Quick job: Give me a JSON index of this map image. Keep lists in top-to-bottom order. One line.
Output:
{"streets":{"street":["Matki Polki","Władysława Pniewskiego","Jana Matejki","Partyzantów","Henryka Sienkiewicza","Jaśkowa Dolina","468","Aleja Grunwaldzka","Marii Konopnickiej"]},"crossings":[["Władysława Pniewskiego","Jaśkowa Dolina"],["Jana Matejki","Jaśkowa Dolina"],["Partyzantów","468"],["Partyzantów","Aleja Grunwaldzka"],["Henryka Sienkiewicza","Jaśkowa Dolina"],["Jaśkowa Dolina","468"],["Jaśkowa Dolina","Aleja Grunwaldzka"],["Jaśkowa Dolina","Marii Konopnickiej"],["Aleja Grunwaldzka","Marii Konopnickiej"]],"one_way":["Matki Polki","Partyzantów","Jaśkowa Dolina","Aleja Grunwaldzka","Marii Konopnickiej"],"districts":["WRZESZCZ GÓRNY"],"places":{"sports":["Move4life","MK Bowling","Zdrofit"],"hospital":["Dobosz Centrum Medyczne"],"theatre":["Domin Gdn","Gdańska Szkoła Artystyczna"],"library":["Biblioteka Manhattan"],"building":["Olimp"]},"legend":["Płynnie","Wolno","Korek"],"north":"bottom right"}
----------
Tally the lines in this data that hold the word "bottom" and state only the count.

TASK ANSWER: 2